Assuming I’m not mistaken I’ve been thinking of building a system with the architecture shown below.

alertmanager-alertrouting.png

Basically rather than having AlertManager try and push to destinations I’d have an AlertRouter which polls AlertManager. On each polling cycle the steps would be (neglecting any optimisations):

  • All active alerts are fetched from AlertManager.
  • The last known set of active alerts is read from the Alert Event Store.
  • The set of active alerts is compared with the last known state.
  • New alerts are added to an “active” partition in the Alert Event Store.
  • Resolved alerts are removed from the “active” partition and added to a “resolved” partition.

A secondary process within AlertRouter would:

  • Check for alerts in the “active” partition which do not have a state of “delivered = true”.
  • Attempt to send each of these alerts and set the “delivered” flag.
  • Check for alerts in the “resolved” partition which do not have a state of “delivered = true”.
  • Attempt to send each of these resolved alerts and set the “delivered” flag.
  • Move all alerts in the “resolved” partition where “delivered=true” to a “completed” partition.

Among other metrics, the AlertRouter would emit one called “undelivered_alert_lowest_timestamp_in_seconds” and this could be used to alert me to cases where any alert could not be delivered quickly enough. Since the alert is still held in the Alert Event Store it should be possible for me to resolve whatever issue is blocking and not lose the alert.

I think there are other benefits to this architecture too, e.g. similar to the way Prometheus scrapes, natural back-pressure is a property of the system.

Anyway, as mentioned I’ve not found anyone else doing something like this and this makes me wonder if there’s a very good reason not to. If anyone knows that this design is crazy I’d love to hear!

Thanks

Ben Kochie

unread,
Nov 20, 2021, 5:29:55 AM11/20/21
to Tony Di Nucci, Prometheus Developers
What gives you the impression that the Alertmanager is "best effort"?

The alertmanager provides a reasonably robust HA solution (gossip clustering). The only thing best-effort here is actually deduplication. The Alertmanager design is "at least once" delivery, so it's robust against network split-brain issues. So in the event of a failure, you may get duplicate alerts, not none.

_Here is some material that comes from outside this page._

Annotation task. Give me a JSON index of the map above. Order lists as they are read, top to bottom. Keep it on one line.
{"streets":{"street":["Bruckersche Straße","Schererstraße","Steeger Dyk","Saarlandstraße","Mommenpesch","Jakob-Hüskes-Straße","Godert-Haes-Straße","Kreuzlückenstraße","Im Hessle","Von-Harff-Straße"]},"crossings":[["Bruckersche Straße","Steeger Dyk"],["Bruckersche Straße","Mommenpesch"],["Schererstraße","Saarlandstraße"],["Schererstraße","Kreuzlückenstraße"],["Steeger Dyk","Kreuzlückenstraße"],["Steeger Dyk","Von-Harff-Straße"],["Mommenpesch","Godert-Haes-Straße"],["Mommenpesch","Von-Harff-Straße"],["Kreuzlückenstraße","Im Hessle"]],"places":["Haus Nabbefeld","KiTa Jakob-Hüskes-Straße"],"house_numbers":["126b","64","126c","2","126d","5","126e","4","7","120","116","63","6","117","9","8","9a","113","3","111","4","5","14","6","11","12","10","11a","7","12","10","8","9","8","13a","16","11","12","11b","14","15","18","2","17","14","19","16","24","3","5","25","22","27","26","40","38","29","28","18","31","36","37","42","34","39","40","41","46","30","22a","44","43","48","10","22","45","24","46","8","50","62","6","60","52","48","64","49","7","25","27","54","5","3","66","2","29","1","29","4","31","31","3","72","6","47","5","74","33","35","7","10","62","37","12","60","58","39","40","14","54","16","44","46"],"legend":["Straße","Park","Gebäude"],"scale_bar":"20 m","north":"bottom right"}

When it comes to delivery, the Alertmanager does have retries. If a connection to PagerDuty or other receivers has an issue, it will retry. There are also metrics for this, so you can alert on failures to alternate channels.

What you likely need is a heartbeat setup. Because services like PagerDuty and Slack do have outages, you can't guarantee delivery if they're down.

The method here is to have an end-to-end "always firing heartbeat" alert, which goes to a system/service like healthchecks.io or deadmanssnitch.com. These will trigger an alert in the absence of your heartbeat. Letting you know that some part of the pipeline has failed.

--
You received this message because you are subscribed to the Google Groups "Prometheus Developers" group.
To unsubscribe from this group and stop receiving emails from it, send an email to prometheus-devel...@googlegroups.com.
To view this discussion on the web visit https://groups.google.com/d/msgid/prometheus-developers/be2f9bfd-ba4d-46ea-9816-f19ebef499d6n%40googlegroups.com.

Ben Kochie

unread,
Nov 20, 2021, 5:33:12 AM11/20/21
to Tony Di Nucci, Prometheus Developers
Also, the alertmanager does have an "even store", it's a shared state between all instances.

If you're interested in changing some of the behavior of the retry mechanisms or how this works, feel free to open specific issues. You don't need to build an entirely new system, we can add new features to the existing Alertmanager clustering framework.

Tony Di Nucci

unread,
Nov 20, 2021, 6:08:58 AM11/20/21
to Prometheus Developers
Thanks for the feedback.


> What gives you the impression that the Alertmanager is "best effort"?
Sorry, best-effort probably wasn't the right term to use.  I am aware of there being retries however these could still all fail and I'm thinking I wouldn't be made aware of the issue for potentially quite a long time.

My understanding is that an alertmanager_notification_requests_failed_total counter will be incremented each time there is a failed send attempt however from this alone I can't tell the difference between a single alert that's consistently failing and a small number of alerts which are all failing.  I think this means that I've got to wait until alertmanager_notifications_failed_total is incremented before considering an alert to have failed (and this can take many minutes) and then a bit of exploration is needed to figure out which alert(s) failed.  Depending on the criticality of the alert it may be fine for it to take some minutes before we're made aware of a delivery problem, in other cases though it won't be.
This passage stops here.